### DATA EXTRACTS
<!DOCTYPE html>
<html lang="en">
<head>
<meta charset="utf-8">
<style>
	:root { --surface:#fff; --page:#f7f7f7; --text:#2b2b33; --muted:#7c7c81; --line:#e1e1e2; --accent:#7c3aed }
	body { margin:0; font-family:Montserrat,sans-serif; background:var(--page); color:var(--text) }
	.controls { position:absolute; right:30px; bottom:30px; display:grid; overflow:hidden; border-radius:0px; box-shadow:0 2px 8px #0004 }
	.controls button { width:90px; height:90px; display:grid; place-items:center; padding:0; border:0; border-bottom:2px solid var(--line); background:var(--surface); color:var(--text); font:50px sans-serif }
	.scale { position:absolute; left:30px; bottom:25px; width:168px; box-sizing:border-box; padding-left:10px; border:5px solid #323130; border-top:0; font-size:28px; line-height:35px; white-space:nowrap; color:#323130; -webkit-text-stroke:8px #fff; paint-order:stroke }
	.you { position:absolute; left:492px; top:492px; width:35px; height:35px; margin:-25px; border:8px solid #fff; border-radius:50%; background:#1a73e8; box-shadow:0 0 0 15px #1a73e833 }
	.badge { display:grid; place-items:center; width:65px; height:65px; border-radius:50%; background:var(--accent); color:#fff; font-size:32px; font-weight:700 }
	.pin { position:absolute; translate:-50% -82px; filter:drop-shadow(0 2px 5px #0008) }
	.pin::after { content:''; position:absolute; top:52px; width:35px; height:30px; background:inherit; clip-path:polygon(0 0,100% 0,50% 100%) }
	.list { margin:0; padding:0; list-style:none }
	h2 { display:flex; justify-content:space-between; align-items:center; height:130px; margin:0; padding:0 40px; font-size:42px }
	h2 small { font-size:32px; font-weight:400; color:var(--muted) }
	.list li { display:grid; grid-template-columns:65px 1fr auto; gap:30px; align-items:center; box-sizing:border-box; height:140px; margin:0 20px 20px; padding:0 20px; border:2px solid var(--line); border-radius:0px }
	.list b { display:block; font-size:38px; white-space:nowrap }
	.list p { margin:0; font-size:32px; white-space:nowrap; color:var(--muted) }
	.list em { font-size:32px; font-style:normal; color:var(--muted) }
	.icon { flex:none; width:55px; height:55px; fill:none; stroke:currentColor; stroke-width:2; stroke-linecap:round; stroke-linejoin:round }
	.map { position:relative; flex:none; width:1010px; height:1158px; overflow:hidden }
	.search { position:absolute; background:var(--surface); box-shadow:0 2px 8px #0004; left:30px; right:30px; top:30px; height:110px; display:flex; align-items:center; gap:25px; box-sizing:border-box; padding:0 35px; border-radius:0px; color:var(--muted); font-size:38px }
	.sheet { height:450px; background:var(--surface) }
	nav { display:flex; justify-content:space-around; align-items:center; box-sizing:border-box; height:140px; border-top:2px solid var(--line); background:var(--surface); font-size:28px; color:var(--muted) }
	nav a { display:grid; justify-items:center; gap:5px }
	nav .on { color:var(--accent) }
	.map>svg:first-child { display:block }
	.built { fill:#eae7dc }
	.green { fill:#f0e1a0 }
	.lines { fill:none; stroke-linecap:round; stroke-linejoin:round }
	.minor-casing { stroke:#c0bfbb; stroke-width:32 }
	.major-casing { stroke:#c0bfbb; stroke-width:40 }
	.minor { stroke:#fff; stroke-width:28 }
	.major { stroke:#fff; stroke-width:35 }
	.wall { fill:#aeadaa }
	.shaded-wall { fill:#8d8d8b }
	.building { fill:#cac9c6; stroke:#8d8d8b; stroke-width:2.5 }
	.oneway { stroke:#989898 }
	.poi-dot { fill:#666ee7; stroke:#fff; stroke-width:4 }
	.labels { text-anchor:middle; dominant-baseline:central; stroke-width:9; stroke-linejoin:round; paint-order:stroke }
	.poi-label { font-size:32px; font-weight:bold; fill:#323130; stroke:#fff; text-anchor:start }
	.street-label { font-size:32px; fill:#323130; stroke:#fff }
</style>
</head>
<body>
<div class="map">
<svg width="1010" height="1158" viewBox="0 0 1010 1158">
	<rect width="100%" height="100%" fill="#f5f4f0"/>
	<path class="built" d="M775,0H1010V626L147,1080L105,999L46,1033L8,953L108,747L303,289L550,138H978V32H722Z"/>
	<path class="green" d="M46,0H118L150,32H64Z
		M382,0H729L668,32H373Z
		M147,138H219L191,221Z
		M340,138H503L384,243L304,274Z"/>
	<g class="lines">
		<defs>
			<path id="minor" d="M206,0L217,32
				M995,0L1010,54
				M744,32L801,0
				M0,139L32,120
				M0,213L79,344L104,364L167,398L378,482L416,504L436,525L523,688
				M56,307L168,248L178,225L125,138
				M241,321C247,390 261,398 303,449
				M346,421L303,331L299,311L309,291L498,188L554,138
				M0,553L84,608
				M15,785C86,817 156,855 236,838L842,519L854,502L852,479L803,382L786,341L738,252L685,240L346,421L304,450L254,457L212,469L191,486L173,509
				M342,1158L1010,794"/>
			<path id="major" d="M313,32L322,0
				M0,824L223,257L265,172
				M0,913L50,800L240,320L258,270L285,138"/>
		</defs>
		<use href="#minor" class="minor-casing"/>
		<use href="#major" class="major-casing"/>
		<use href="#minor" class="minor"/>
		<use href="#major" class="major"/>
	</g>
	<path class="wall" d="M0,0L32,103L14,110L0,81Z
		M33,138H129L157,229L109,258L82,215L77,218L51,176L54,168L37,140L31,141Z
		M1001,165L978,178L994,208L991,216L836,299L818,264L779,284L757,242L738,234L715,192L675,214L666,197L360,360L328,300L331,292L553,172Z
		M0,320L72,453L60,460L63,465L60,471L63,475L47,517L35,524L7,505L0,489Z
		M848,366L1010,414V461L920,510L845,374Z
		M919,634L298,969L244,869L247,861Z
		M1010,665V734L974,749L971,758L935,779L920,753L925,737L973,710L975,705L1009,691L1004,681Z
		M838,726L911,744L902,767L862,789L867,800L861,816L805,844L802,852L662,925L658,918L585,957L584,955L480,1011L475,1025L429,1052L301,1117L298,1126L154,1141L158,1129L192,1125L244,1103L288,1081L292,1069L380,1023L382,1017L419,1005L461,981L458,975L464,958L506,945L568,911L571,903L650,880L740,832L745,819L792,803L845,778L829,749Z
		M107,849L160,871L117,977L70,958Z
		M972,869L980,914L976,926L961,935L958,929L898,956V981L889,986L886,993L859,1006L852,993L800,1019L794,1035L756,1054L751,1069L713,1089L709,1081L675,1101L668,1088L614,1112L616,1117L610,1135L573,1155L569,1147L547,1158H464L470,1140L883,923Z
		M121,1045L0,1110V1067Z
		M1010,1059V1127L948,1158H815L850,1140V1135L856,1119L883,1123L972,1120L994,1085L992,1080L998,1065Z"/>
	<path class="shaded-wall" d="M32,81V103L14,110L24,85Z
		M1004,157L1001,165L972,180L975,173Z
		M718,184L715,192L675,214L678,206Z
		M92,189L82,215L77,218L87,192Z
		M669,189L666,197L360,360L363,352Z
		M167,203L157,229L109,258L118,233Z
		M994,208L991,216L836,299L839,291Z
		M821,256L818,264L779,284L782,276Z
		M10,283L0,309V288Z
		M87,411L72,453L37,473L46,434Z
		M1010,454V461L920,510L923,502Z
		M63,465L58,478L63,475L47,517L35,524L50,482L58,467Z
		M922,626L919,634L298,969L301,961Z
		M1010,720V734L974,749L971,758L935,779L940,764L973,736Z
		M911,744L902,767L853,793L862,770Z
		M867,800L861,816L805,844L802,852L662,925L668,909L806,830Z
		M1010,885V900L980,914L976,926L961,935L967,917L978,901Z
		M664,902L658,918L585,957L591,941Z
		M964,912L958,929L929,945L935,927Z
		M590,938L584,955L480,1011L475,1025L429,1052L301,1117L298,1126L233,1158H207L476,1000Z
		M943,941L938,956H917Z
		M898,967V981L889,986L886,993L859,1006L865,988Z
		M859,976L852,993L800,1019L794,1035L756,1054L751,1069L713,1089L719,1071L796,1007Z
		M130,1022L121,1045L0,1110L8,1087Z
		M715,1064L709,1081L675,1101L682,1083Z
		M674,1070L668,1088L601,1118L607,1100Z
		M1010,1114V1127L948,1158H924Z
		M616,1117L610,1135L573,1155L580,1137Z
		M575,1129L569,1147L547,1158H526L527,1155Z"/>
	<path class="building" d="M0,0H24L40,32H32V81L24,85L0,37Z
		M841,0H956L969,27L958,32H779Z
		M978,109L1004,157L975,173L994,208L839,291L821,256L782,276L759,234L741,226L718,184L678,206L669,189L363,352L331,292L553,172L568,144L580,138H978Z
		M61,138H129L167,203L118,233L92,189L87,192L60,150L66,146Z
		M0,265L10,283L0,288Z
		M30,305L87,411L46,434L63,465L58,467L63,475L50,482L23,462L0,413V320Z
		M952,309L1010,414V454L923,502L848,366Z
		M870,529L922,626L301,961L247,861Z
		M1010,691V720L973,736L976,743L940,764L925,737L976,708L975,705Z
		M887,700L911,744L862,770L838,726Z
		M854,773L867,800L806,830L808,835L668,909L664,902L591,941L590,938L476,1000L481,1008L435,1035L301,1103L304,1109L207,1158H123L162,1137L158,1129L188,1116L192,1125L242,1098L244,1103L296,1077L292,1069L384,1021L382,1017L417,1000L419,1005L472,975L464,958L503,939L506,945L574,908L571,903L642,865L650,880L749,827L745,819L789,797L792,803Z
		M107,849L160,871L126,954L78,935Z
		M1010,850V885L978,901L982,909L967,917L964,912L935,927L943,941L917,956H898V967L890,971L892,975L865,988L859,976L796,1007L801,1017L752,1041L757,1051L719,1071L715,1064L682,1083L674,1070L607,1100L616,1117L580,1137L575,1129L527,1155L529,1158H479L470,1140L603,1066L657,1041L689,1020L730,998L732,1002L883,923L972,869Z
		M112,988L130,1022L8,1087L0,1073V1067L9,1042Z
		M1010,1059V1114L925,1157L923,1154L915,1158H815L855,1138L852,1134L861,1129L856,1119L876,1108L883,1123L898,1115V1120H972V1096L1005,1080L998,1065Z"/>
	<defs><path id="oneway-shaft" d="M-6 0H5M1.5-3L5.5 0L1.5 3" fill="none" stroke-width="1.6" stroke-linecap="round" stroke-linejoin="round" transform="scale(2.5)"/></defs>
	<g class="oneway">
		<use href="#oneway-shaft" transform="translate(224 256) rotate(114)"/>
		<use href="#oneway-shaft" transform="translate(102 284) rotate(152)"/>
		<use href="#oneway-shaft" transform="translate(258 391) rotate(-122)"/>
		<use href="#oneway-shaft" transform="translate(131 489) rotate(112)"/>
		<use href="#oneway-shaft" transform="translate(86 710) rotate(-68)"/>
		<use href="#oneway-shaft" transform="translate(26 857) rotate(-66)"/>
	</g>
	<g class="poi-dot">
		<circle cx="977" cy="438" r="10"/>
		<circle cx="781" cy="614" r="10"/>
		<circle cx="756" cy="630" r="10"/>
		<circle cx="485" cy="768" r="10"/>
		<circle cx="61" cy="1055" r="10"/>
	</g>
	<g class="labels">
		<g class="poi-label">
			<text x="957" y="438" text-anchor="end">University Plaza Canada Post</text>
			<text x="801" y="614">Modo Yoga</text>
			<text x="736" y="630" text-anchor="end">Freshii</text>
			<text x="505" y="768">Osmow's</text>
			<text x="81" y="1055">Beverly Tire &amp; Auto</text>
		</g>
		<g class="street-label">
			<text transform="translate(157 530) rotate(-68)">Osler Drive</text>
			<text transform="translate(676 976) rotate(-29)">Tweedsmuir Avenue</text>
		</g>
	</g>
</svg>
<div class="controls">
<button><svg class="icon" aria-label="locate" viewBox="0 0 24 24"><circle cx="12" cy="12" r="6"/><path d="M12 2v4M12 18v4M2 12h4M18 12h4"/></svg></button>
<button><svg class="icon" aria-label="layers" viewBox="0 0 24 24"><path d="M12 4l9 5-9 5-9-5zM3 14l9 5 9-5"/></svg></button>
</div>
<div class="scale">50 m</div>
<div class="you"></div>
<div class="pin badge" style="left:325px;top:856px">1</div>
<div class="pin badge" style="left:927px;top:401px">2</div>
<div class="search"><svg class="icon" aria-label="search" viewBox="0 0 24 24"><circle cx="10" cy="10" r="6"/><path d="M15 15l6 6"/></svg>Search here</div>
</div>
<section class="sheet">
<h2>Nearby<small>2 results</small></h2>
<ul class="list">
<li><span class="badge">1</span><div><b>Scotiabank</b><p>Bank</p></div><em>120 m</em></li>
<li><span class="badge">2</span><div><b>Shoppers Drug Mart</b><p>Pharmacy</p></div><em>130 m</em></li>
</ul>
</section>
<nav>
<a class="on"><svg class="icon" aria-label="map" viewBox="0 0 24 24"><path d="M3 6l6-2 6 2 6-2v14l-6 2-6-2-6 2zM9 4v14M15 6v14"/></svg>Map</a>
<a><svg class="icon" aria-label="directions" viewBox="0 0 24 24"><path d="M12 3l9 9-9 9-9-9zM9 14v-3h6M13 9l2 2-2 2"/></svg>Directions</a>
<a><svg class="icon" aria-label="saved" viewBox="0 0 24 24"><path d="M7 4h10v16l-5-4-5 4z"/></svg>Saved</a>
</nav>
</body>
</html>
######
**PROBLEM DESCRIPTION**: Print the records above verbatim from their first line to the line containing "width:90px; height:90px; display:grid;", both included, and stop there.

**EXPECTED ANSWER**:
<!DOCTYPE html>
<html lang="en">
<head>
<meta charset="utf-8">
<style>
	:root { --surface:#fff; --page:#f7f7f7; --text:#2b2b33; --muted:#7c7c81; --line:#e1e1e2; --accent:#7c3aed }
	body { margin:0; font-family:Montserrat,sans-serif; background:var(--page); color:var(--text) }
	.controls { position:absolute; right:30px; bottom:30px; display:grid; overflow:hidden; border-radius:0px; box-shadow:0 2px 8px #0004 }
	.controls button { width:90px; height:90px; display:grid; place-items:center; padding:0; border:0; border-bottom:2px solid var(--line); background:var(--surface); color:var(--text); font:50px sans-serif }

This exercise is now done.